| TASK DETAILS |
Copy out each line of the listing below in which the string "Home" occurs.

| MATERIAL FOR THIS EXERCISE |
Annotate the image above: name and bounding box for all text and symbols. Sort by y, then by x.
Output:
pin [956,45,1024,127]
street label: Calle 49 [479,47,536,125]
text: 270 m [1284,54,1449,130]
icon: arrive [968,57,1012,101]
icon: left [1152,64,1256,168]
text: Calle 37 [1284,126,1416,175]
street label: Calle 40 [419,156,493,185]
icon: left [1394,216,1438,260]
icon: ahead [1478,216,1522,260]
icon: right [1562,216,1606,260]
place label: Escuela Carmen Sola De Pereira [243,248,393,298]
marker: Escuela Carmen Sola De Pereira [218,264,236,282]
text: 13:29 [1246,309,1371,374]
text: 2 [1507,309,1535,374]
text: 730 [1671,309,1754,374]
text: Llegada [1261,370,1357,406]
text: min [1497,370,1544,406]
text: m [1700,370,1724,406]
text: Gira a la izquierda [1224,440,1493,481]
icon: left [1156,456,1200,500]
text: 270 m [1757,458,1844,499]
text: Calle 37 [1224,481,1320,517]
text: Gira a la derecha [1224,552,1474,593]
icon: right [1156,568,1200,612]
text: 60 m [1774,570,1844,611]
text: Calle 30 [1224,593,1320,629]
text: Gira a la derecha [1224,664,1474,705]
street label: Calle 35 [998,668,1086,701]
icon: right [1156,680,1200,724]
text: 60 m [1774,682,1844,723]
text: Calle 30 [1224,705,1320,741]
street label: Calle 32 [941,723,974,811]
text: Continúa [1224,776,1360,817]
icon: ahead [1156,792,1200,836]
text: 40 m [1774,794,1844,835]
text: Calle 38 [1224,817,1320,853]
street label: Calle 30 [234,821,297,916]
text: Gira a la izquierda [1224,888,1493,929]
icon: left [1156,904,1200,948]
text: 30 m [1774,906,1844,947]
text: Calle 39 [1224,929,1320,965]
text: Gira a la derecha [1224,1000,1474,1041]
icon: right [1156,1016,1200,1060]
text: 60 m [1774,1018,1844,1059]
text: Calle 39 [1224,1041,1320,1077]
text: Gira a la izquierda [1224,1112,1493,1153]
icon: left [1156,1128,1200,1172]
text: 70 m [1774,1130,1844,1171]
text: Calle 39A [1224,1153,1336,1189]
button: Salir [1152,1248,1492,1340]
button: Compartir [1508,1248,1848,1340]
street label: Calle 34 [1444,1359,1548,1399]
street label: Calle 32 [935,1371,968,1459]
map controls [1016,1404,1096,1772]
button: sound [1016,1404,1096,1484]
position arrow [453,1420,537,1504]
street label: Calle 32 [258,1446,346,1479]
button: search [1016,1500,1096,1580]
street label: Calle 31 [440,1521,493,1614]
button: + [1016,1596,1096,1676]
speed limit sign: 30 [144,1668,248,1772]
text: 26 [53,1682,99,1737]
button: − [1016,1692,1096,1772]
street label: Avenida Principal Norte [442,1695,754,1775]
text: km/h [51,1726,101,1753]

---

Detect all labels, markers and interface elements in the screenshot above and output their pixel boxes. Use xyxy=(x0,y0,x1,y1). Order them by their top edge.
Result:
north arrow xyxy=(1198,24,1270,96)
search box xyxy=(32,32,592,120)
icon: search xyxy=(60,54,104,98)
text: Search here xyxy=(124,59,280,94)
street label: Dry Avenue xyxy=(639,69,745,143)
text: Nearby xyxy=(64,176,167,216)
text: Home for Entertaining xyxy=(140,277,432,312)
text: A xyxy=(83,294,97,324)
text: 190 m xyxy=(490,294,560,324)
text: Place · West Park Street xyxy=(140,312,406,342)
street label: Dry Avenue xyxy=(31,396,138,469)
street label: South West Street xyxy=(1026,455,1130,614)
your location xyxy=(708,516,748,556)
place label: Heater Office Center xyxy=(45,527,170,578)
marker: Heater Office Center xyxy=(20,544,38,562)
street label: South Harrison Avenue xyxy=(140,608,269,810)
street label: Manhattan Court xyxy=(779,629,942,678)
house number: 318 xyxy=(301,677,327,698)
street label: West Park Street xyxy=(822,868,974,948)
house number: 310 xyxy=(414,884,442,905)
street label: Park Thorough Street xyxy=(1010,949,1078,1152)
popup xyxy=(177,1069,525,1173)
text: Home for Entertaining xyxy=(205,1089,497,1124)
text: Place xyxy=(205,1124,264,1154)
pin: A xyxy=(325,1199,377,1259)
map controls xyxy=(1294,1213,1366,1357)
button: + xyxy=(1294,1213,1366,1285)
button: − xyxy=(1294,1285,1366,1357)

| RESULT OF THIS TASK |
text: Home for Entertaining xyxy=(140,277,432,312)
text: Home for Entertaining xyxy=(205,1089,497,1124)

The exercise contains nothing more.